Working For A Nuclear Free City - Jojo Burger Tempest

by Katy Ledger Rating:7 Release Date:2010-09-06

Manchester's electronic post-rock outfit with the very silly name are back with their first album since 2007s Business Men and Ghosts, which saw them nominated for the American equivalent of The Mercury Music Prize, The Shortlist Prize, along with acts such as MIA, Wilco and Arcade Fire. And they've followed that double album with another. Jojo Burger Tempest is a 17 track album with an indulgently long title track which apparently deserves its own disc.

The thought of a double album from a relatively obscure band doesn't fill me with enthusiasm but when I read that during the 18 months it took to record Jojo Burger Tempest the band wrote 2800 songs, I count my blessings that it isn't longer. My concerns are soon suppressed as I'm pulled into WFANFC's world of meandering, atmospheric and textured sounds.

This is an album that twists and turns its way through musical genres, with shoegaze tracks such as 'Faster Daniel Faster' through to an unabashed pop song 'Silent Time', the Manchurian lads manage to touch on pretty much every genre of music that Manchester is famous for. Most of the tracks are atmospheric rather than melodic, there are very few riffs to get your teeth stuck into, and the ones that are there are usually masked with layers of loops and artificial noises but the album works as a whole; it's a dreamy and restless collection of progressive electro-pop.
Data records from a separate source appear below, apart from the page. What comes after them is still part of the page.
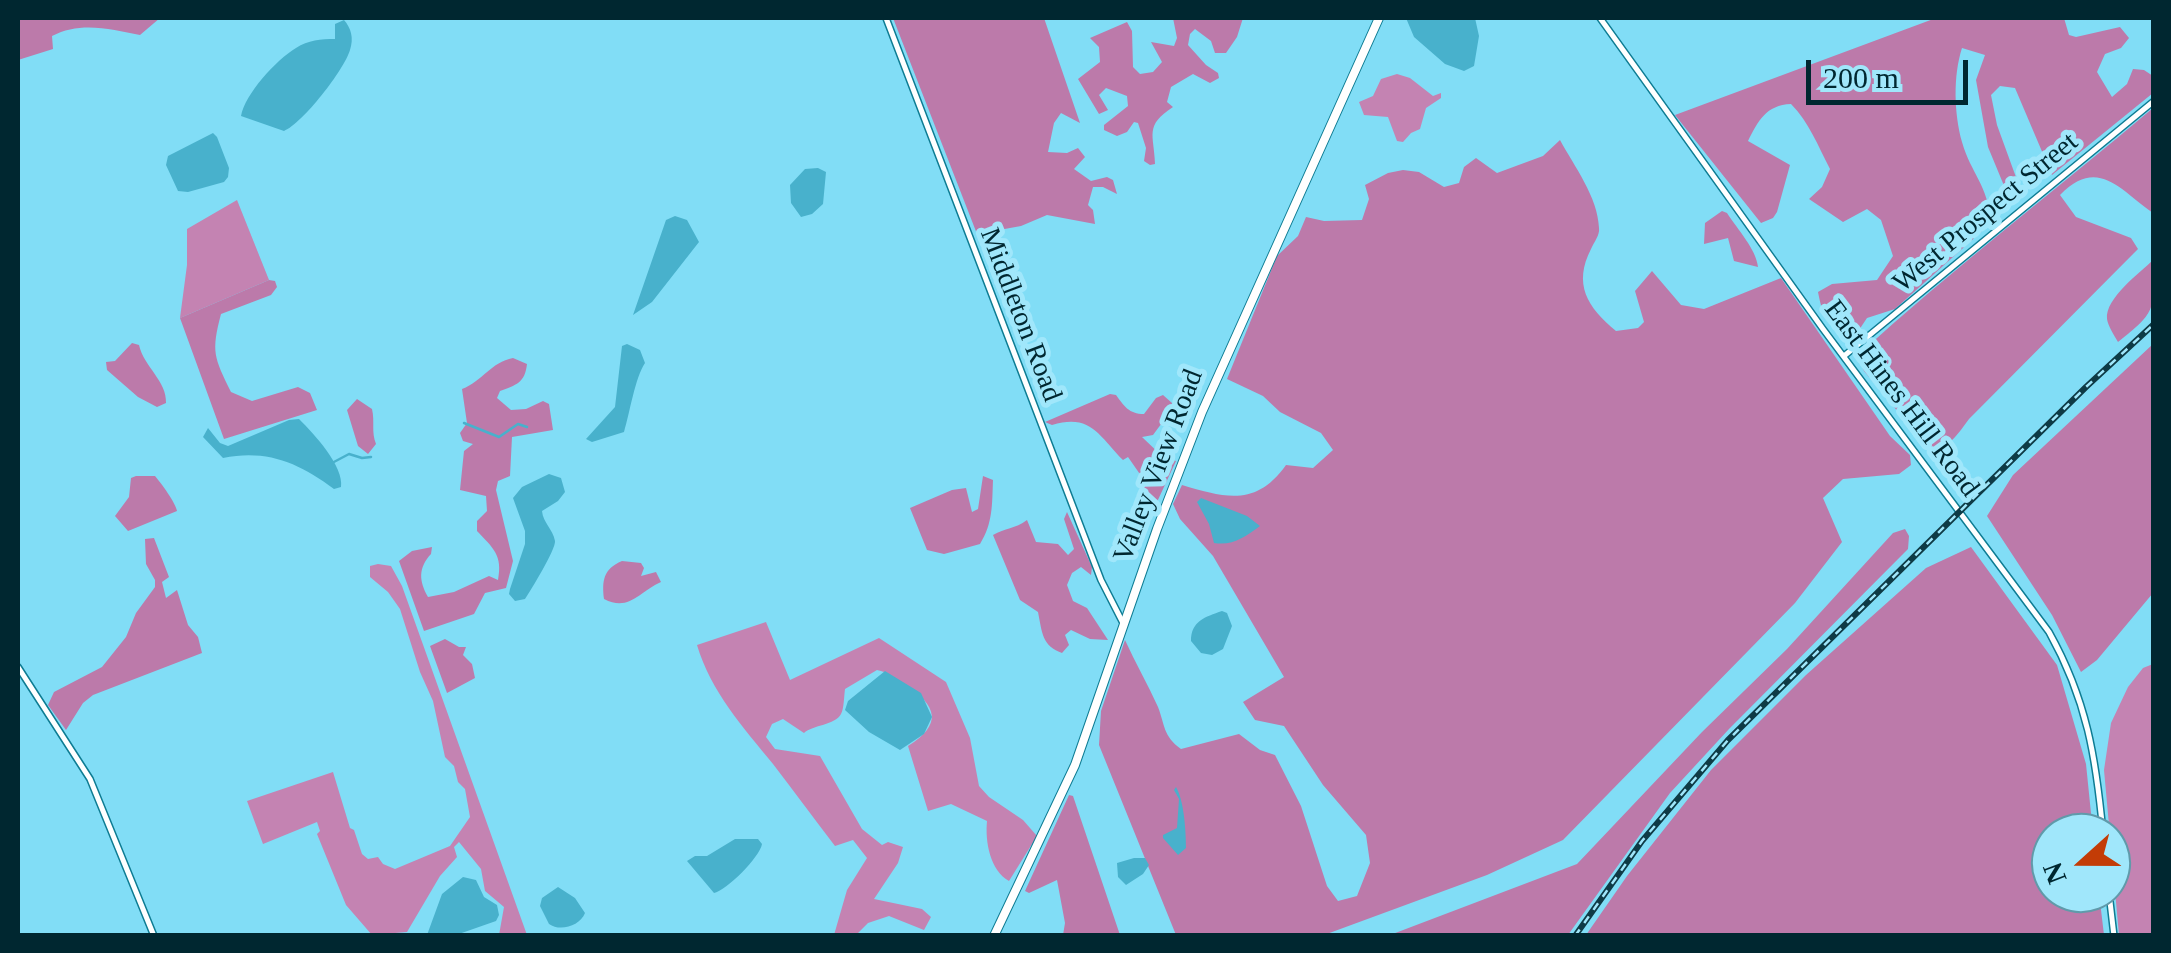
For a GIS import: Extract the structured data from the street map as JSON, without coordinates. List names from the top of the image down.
{
  "streets": {
    "main road": ["Valley View Road"],
    "street": ["West Prospect Street", "Middleton Road", "East Hines Hill Road"]
  },
  "crossings": [
    ["West Prospect Street", "East Hines Hill Road"],
    ["Middleton Road", "Valley View Road"]
  ],
  "scale_bar": "200 m",
  "north": "left"
}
The 33-minute-long title track is an amalgamation of stuff that didn't make it onto the album. This track is a collage of sound, and manages to do just what the album does, which is take you on a whirlwind tour of musical genres, but in a much less hurried way. At times the album songs tried to squeeze too much into one song and 'Jojo Burger Tempest' benefits from having time to develop at a more natural pace. Where the album tracks seemed to switch drastically this epic track morphs quite happily from genre to genre.

If you like an album packed with potential singles and catchy lyrics then this wont be for you. This album is more of a soundscape that takes you on a journey where musical genres are the sights and there's no real destination and, while the lack of focus may not be everyone's cup of tea, WFANFC make up for it with eclectic experimentation.